LA CHICA DEL MINI VERDE

Fue un encuentro fortuito, a lo mejor uno de esos que nunca debieron suceder. O sí, quién sabe. Éramos jóvenes, y seguramente estúpidos. Era una noche de verano. Pegajosa. Mi colega y yo íbamos en el coche. Nos habíamos tomado un par de cubatas en un garito y buscábamos la siguiente barra donde plantar nuestros codos sedientos. Paré en un semáforo. Pegado a mi catorce treinta se detuvo un Mini verde. Ella iba en el asiento del copiloto. La miré. Podía tocarla si estiraba el brazo. Me miró. Le sonreí.
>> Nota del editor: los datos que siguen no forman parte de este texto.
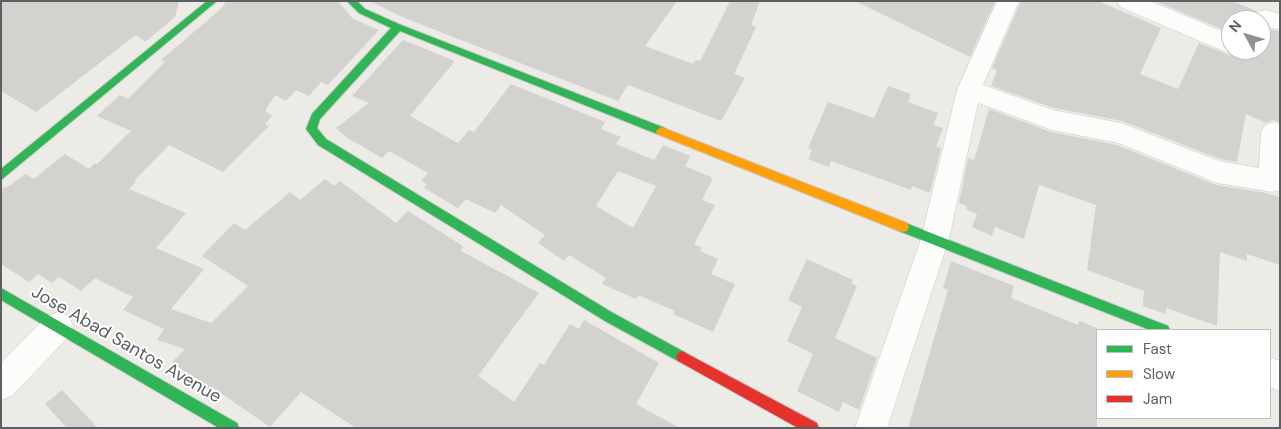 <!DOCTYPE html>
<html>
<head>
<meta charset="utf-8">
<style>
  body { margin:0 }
  #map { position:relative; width:1281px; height:429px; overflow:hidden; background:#ecebe6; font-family:"DM Sans",sans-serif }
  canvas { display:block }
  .frame { position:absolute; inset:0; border:2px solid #5c6064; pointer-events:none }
  .legend { position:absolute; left:1096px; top:329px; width:175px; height:90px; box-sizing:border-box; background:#fff; border:1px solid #bebfc1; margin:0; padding:6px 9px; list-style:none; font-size:15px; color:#5c6064 }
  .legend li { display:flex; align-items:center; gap:10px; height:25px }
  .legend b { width:25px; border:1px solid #bebfc1 }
  .north { position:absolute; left:1221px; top:10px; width:50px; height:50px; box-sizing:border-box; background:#fff; border:1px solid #bebfc1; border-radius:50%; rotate:309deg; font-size:14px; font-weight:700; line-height:20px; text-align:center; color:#5c6064 }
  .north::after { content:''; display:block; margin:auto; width:18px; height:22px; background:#8e9192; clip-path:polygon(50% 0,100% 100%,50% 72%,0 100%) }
</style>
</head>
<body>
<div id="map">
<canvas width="1281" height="429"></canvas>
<div class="frame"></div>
<ul class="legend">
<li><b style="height:6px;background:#30b455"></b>Fast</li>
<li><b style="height:6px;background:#ff9f0a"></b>Slow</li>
<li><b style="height:6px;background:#e5322d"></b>Jam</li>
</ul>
<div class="north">N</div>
</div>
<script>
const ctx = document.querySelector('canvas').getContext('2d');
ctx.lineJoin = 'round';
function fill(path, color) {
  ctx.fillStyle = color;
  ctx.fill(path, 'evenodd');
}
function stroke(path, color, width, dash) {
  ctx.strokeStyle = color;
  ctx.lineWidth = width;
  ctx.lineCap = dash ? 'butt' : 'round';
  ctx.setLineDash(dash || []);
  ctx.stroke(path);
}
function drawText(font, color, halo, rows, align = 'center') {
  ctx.font = font + ' "DM Sans",sans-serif';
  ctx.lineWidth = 4;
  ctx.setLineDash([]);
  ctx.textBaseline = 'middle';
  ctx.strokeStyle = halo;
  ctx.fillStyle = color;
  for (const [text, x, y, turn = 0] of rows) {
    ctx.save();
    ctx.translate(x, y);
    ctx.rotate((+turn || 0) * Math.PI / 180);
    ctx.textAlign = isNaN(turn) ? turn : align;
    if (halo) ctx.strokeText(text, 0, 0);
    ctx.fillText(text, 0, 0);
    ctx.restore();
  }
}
fill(new Path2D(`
  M1,1H179L175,17L145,42L136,35L36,112L1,91Z
  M226,1H338L353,19L379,30L328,85L321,82L309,96L296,90L286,101L275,95L265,111L272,116L265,124L269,126L223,172L169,145L134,181L136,182L129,189L186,213L156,248L204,269L171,309L211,323L248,286L202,256L234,223L245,230L290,192L300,200L325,179L334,186L340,181L396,223L408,211L463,246L461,251L539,293L478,376L514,402L540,363L544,365L570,324L579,329L584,320L659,363L636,404L680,428H356L301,392L270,427L212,387L209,390L172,362L185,349L157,340L164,329L123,310L133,297L95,278L81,291L59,277L52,283L38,274L29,282L1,264V189L11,185L25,174L34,179L65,154L89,169L95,163L97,164L131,131L97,116L120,95L128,99L165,62L161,60L222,8Z
  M369,1H677L645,46L693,64L696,60L700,61L730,1H760L751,25L756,27L734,74L745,78L721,121L628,85L618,101L407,19Z
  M855,1H995L970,57Z
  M1021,1H1098L1161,28L1140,74L1178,89L1199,43L1232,56L1242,50H1261V27L1280,32V122L1273,120L1266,123L1246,114L1237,162L1220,159L1122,121L1054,108L991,86L997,70L992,68Z
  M1155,1H1232L1257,11L1252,17L1253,20H1231V33Z
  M403,40L455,61L410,116L458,143L469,130L474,132L511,84L605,122L601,129L621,137L616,144L654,160L663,145L690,156L685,166L713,178L702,200L715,205L694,244L702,248L700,251L718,259L711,274L735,284L713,332L673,314L675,311L638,295L636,299L602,284L606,278L569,255L564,261L538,243L545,235L501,205L495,213L466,199L458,208L424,188L427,184L421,181L428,173L389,151L382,158L346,137L336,128L369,103L352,96ZM618,171L656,186L633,228L596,206Z
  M888,86L911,94L908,102L938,113L933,125L943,128L936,147L941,148L930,193L912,186L911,190L831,161L829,167L808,159L812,150L808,148L828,102L874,118Z
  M989,109L1051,132L1117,145L1216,185L1266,193L1280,197V265L1247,254V261L1220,252L1217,326L1166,308V314L1143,306L1144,291L1087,270L1096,205L1039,185L1024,239L995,227L992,236L972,227L977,214L966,209L967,206L959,203L968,158L974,160Z
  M807,259L853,280L851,283L857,286L835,338L877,358L859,410L843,402L839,412L797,391L813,354L787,341L802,307L788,300Z
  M951,261L1014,286L1011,298L1078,325L1079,321L1097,328V428H908L948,290L943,288Z
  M62,390L98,428H67L45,404Z`), '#d3d2cf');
const street = new Path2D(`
  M997,1H1019L983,85L1053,110L1121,123L1219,161L1259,168L1261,132L1265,125L1274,122L1280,124V190L1272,192L1217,183L1118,143L1052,130L978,103L949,239L887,428H855L921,239L957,90Z
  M1117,1H1150L1231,35V50H1240L1231,54L1223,51L1120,7Z
  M1266,10L1280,14V30L1261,25V20H1256L1254,18L1258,12Z
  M58,312L69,316L73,326L69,336L12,396L1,400V363L47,316Z
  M1270,357L1280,361V391L1270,387Z`);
const fast = new Path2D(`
  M207,1H217L1,180V169Z
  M347,1H357L365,9L401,25L665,128L666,131L665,134H657L400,31L320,119L317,128L326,139L613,313L686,353L688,357L686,361L682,363L678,361L605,321L318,145L306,129L312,114L391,28L359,13Z
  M903,222L1168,326L1170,330H1150L899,231L897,227L899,223Z
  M1,288L237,423L239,428H219L1,300Z`);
const slow = new Path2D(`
  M661,127L907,223L909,227L907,231L903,232L899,231L657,134L656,131Z`);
const jam = new Path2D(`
  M682,351L817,423L819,428H798L678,361L676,357L678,353Z`);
stroke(street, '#c8c8c7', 1);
stroke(fast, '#c9c9c8', 2);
stroke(slow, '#c9c9c8', 2);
stroke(jam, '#c9c9c8', 2);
fill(street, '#fcfcfb');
fill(fast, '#30b455');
fill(slow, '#ff9f0a');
fill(jam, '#e5322d');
drawText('18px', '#5c6064', '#fff', [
  ["Jose Abad Santos Avenue",126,345,30]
]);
</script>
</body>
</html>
Ella se giró hacia su amiga para no tener que corresponder a mi torpe presencia. No sé si por mi natural estupidez, por los cubatas, o por una calculada combinación de ambas cosas, me dio por sacar la cabeza del coche y asomarme por la ventanilla del Mini. Su amiga me miró. Se rieron. ¿Tú quién eres?, le pregunté. Teresa de Calcuta, contestó. Todo lo que vi allí, desde los zapatos hasta el último rizo del pelo, todo lo que podía ver, oír, oler, imaginar, especular y hasta soñar me gustaba.